Invasi agricoli e cambiamenti climatici: uno studio dell’Università di Padova mostra come ridurre le perdite d’acqua
Data pubblicazione: 20/03/2026
Tipo Documento: Comunicazione
Settore: Pubblicazioni Generali
Numero: 13
La ricerca del Dipartimento TESAF con il Consorzio di Bonifica Bacchiglione evidenzia che si può ridurre l’evaporazione fino al 20% nei bacini agricoli durante l’estate
Codevigo, 20 marzo 2026. Una delle sfide più importanti per l’agricoltura del futuro sta diventando la gestione e la conservazione dell’acqua, per questo è necessario trovare soluzioni in grado di far fronte a queste nuove esigenze. Questo è il focus del lavoro di sperimentazione svolto dal Prof. Tarolli del Dipartimento Territorio e Sistemi Agro-Forestali (TESAF) dell’Università di Padova e presentato ieri sera all’Assemblea consortile. I risultati dello studio hanno dimostrato che attraverso l’utilizzo di materiali ombreggianti è possibile ridurre la percentuale di evaporazione.
Dopo tre anni di attività si è concluso il progetto di ricerca sviluppato dal Dipartimento Territorio e Sistemi Agro-Forestali (TESAF) dell’Università di Padova, in collaborazione con il Consorzio di Bonifica Bacchiglione, dedicato allo studio degli invasi agricoli come soluzione concreta di adattamento ai cambiamenti climatici. Il progetto ha previsto la realizzazione di un sito sperimentale a Fossò (VE), dove sono stati costruiti quattro piccoli invasi da 150 m³ ciascuno, dotati di sensori e strumenti di monitoraggio avanzati. Lo studio coordinato dal responsabile scientifico prof. Paolo Tarolli, ordinario di idraulica agraria presso il Dipartimento TESAF, ha analizzato il ruolo dei piccoli bacini di accumulo nel garantire disponibilità idrica durante i periodi più critici per le colture, mentre la ricerca condotta in particolare dalla dott.ssa Wendi Wang, ha misurato con precisione le perdite evaporative durante l’estate e valutato l’efficacia di diverse soluzioni di copertura.

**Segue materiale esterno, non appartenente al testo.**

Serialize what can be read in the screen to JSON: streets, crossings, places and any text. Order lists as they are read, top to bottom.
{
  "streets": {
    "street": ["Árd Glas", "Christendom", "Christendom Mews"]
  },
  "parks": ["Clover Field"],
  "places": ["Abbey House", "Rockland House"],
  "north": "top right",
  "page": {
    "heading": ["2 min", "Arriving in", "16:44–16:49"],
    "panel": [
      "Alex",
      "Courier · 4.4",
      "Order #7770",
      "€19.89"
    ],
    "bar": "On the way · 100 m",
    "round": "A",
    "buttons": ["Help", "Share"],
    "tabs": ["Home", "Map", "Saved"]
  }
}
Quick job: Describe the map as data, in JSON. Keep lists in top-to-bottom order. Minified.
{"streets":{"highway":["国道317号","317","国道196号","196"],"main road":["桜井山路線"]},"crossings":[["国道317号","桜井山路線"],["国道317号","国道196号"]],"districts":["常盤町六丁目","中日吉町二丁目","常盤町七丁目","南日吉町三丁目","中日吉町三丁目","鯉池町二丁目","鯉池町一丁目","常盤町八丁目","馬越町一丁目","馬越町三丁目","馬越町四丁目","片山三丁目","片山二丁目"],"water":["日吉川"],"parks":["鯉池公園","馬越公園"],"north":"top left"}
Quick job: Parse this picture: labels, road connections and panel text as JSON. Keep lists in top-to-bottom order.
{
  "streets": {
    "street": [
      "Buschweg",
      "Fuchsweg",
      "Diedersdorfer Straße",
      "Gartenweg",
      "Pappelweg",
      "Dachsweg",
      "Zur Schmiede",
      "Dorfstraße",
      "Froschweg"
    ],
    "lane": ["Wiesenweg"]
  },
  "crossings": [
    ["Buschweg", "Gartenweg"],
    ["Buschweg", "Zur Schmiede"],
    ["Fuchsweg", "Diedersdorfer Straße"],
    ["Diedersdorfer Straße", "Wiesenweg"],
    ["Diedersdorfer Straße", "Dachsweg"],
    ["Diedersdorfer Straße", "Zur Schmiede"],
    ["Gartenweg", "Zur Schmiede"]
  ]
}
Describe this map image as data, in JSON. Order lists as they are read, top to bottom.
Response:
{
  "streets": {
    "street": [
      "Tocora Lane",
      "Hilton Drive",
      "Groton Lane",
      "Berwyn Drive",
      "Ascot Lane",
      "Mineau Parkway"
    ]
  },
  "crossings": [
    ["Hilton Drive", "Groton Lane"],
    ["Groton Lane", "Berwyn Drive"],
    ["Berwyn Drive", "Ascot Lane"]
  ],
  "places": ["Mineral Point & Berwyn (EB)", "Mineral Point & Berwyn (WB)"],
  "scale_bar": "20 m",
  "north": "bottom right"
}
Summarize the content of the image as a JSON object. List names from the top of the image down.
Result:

I risultati sono chiari: una semplice rete ombreggiante al 50% può ridurre l’evaporazione di circa il 20%, consentendo di trattenere nell’invaso oltre 100 m³ di acqua in più durante la stagione estiva. In alcune giornate particolarmente calde, la differenza ha raggiunto anche 2,5 metri cubi di acqua al giorno, un volume che può fare la differenza nei momenti di maggiore richiesta irrigua.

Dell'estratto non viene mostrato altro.